Roseville’s state rep proposes fireworks restrictions

By: Kevin Bunch | Roseville - Eastpointe Eastsider | Published February 24, 2016


LANSING — State Rep. John Chirkun, D-Roseville, submitted a bill Feb. 9 to restrict the state’s fireworks law and provide local communities with more control over the times when fireworks are allowed.

Under Chirkun’s bill, fireworks could only be used on three holidays — Memorial Day, Independence Day and New Year’s Eve — as well as the day immediately before and after those occasions.

Some communities would have the right to restrict fireworks usage between 11 p.m. and 10 a.m., or between 1 a.m. and 8 a.m. on New Year’s Day. The bill specifically mentions that counties with  populations above 750,000 people or cities with populations above 75,000 would gain that ability.

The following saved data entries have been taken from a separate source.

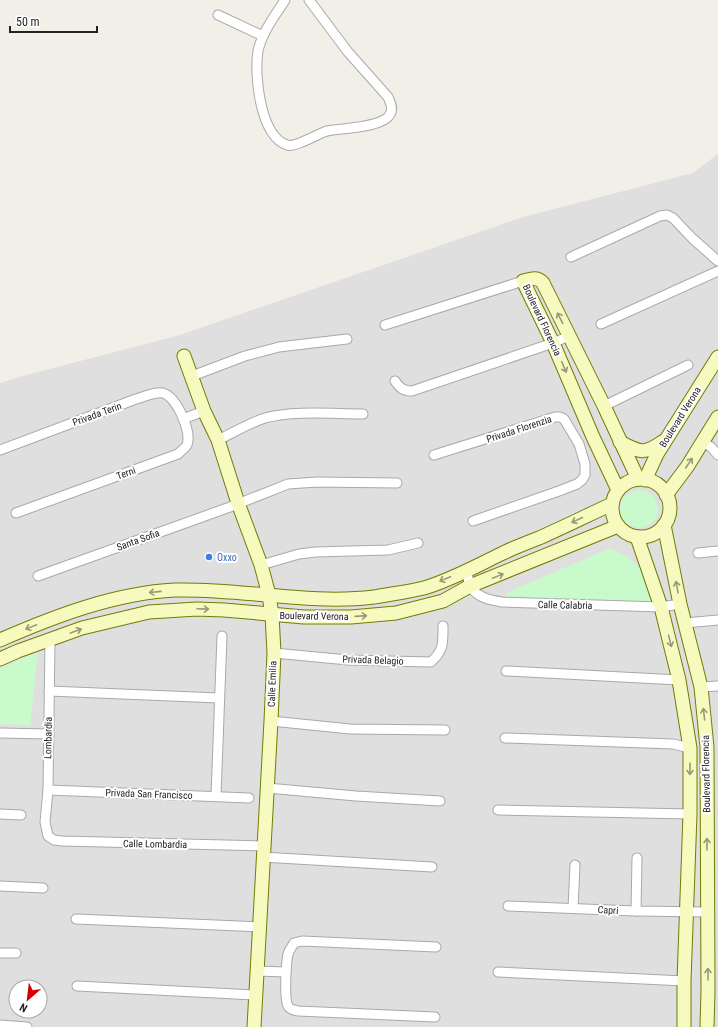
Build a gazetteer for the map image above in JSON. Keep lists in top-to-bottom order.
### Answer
{
  "streets": {
    "street": [
      "Boulevard Florencia",
      "Privada Terin",
      "Boulevard Verona",
      "Privada Florenzia",
      "Terni",
      "Santa Sofia",
      "Calle Calabria",
      "Privada Belagio",
      "Calle Emilia",
      "Lombardia",
      "Privada San Francisco",
      "Calle Lombardia",
      "Capri"
    ]
  },
  "crossings": [
    ["Boulevard Florencia", "Boulevard Verona"],
    ["Boulevard Florencia", "Calle Calabria"],
    ["Boulevard Florencia", "Capri"],
    ["Privada Terin", "Terni"],
    ["Boulevard Verona", "Calle Calabria"],
    ["Boulevard Verona", "Calle Emilia"],
    ["Boulevard Verona", "Lombardia"],
    ["Santa Sofia", "Calle Emilia"],
    ["Privada Belagio", "Calle Emilia"],
    ["Calle Emilia", "Calle Lombardia"],
    ["Lombardia", "Privada San Francisco"],
    ["Lombardia", "Calle Lombardia"]
  ],
  "places": ["Oxxo"],
  "scale_bar": "50 m",
  "north": "bottom left"
}
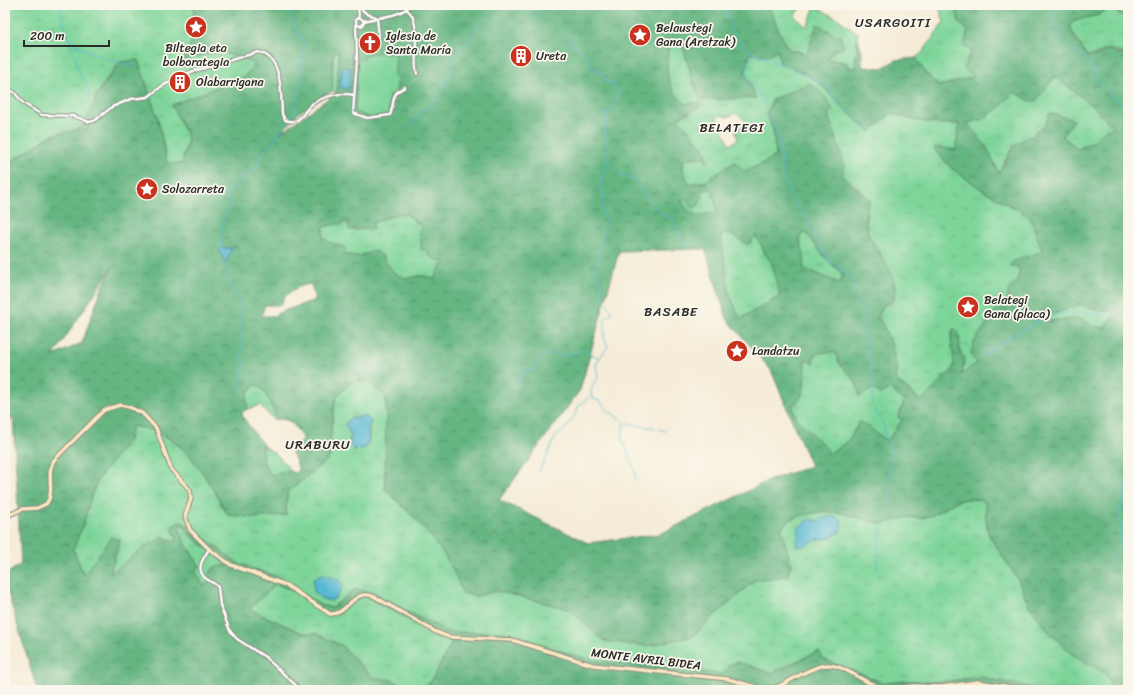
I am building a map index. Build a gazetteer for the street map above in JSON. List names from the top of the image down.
{
  "streets": {
    "street": ["MONTE AVRIL BIDEA"]
  },
  "districts": [
    "USARGOITI",
    "BELATEGI",
    "BASABE",
    "URABURU"
  ],
  "places": {
    "place": [
      "Biltegia eta bolborategia",
      "Belaustegi Gana (Aretzak)",
      "Solozarreta",
      "Belategi Gana (placa)",
      "Landatzu"
    ],
    "church": ["Iglesia de Santa María"],
    "building": ["Ureta", "Olabarrigana"]
  },
  "scale_bar": "200 m"
}
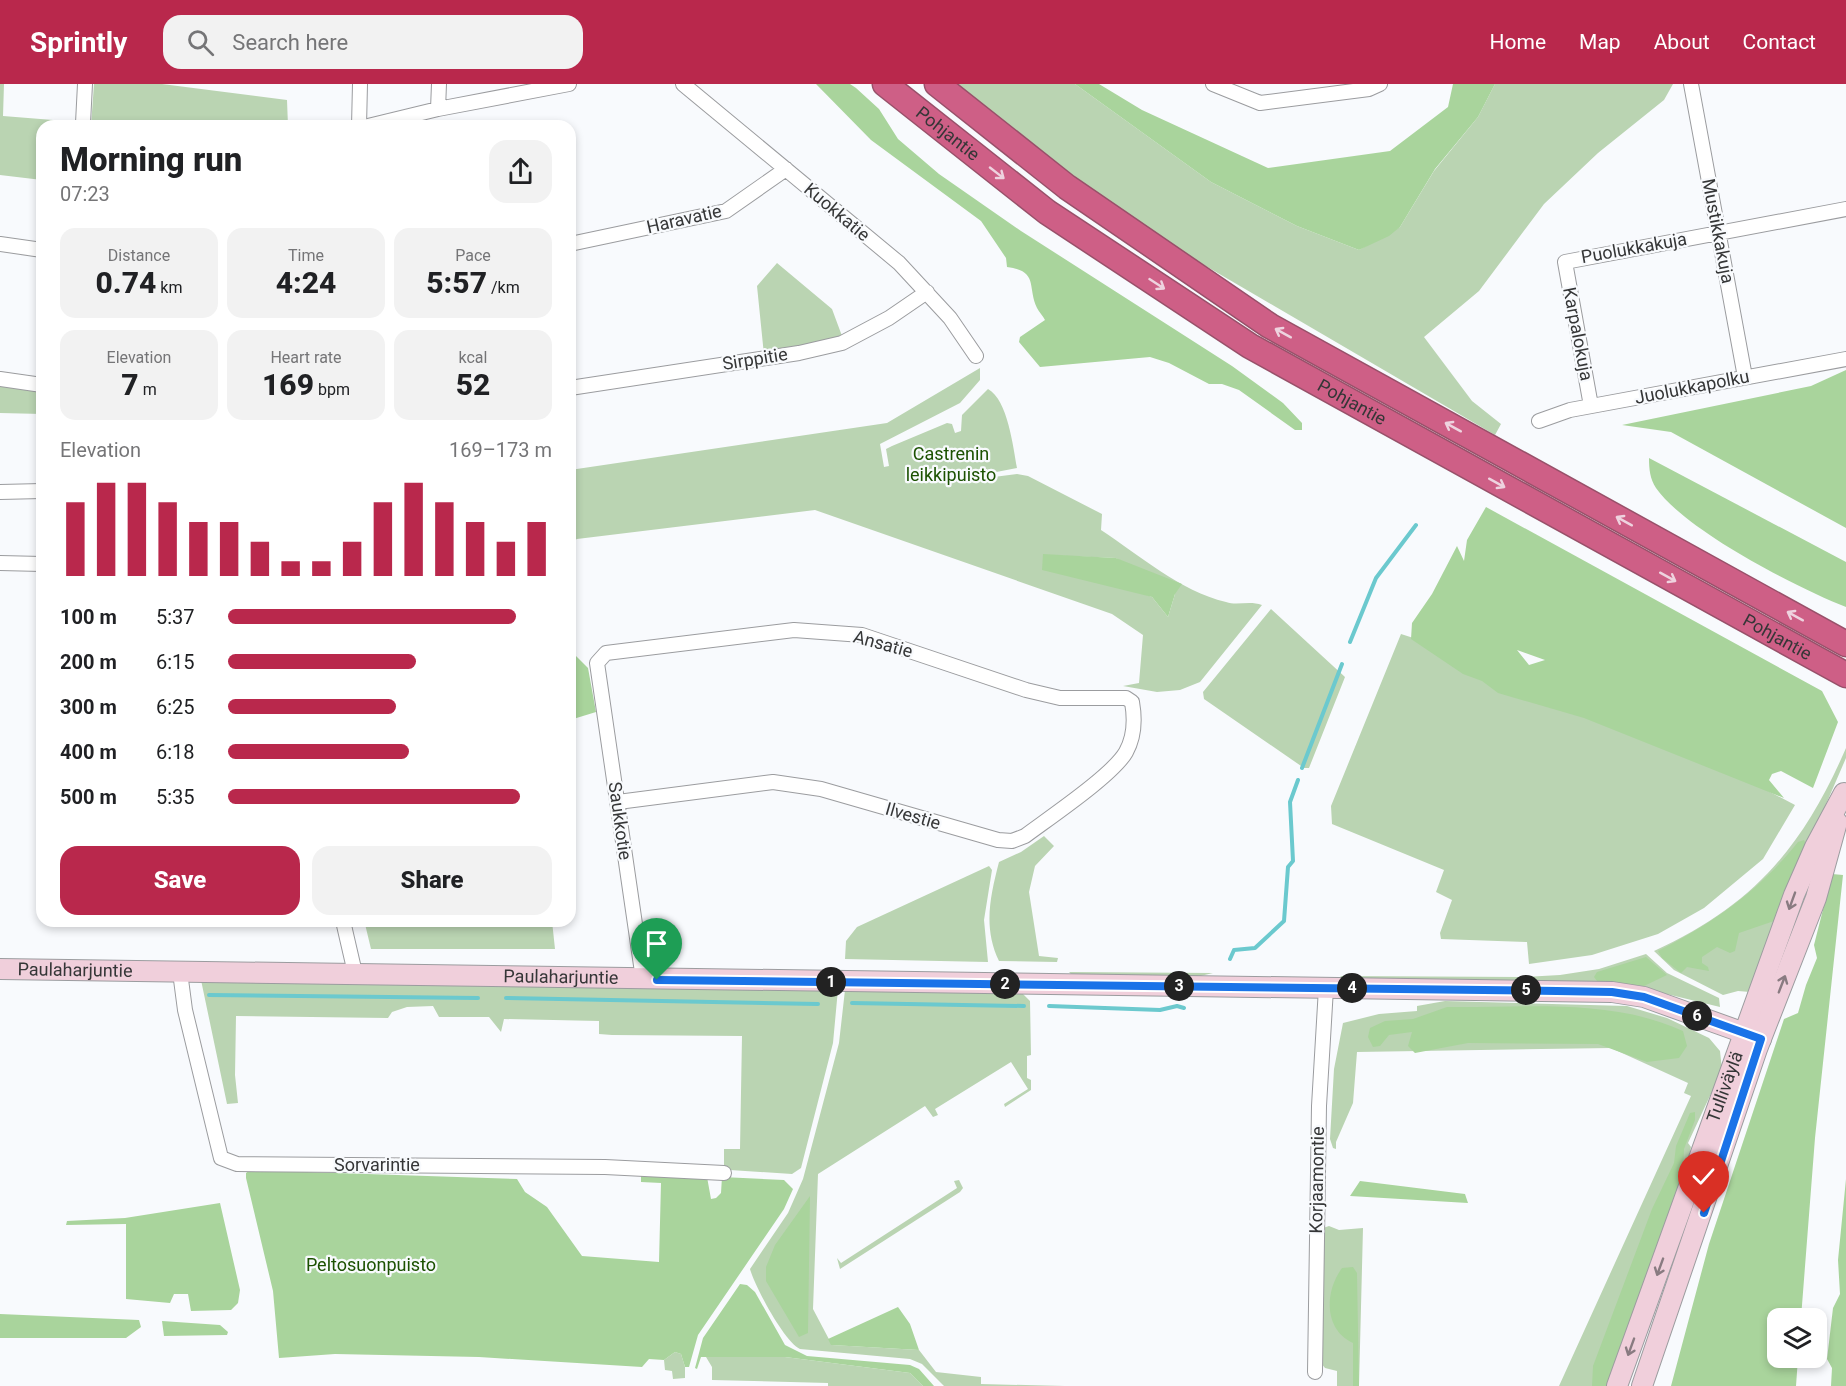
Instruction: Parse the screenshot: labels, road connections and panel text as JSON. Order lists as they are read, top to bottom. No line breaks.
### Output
{"streets":{"highway":["Pohjantie"],"street":["Kuokkatie","Haravatie","Mustikkakuja","Puolukkakuja","Karpalokuja","Sirppitie","Juolukkapolku","Ansatie","Ilvestie","Saukkotie","Paulaharjuntie","Tulliväylä","Sorvarintie","Korjaamontie"]},"crossings":[["Kuokkatie","Haravatie"],["Kuokkatie","Sirppitie"],["Mustikkakuja","Puolukkakuja"],["Mustikkakuja","Juolukkapolku"],["Puolukkakuja","Karpalokuja"],["Karpalokuja","Juolukkapolku"],["Ansatie","Ilvestie"],["Ansatie","Saukkotie"],["Ilvestie","Saukkotie"],["Saukkotie","Paulaharjuntie"],["Paulaharjuntie","Tulliväylä"],["Paulaharjuntie","Sorvarintie"],["Paulaharjuntie","Korjaamontie"]],"parks":["Castrenin leikkipuisto","Peltosuonpuisto"],"page":{"header":"Sprintly","search":"Search here","nav":["Home","Map","About","Contact"],"heading":["Morning run","07:23"],"stats":[["Distance","0.74 km"],["Time","4:24"],["Pace","5:57 /km"],["Elevation","7 m"],["Heart rate","169 bpm"],["kcal","52"]],"chart":["Elevation","169–173 m"],"list":[{"name":"100 m","note":"5:37"},{"name":"200 m","note":"6:15"},{"name":"300 m","note":"6:25"},{"name":"400 m","note":"6:18"},{"name":"500 m","note":"5:35"}],"buttons":["Save","Share"],"pins":["1","2","3","4","5","6"]}}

Currently, the law allows for fireworks on all federal holidays, plus the days immediately preceding and following them. According to a press release from Chirkun, that adds up to about 30 days; under his bill, that number would be reduced to nine.

“I believe that my bill asks for common-sense changes to our fireworks law that everyone can agree to and live with,” Chirkun said in a statement. “We need a better balance between what fireworks enthusiasts now have and what the general public who would prefer quieter celebrations want. I think my bill strikes that balance, and I hope to win the support of my colleagues on both sides of the issue and aisle.”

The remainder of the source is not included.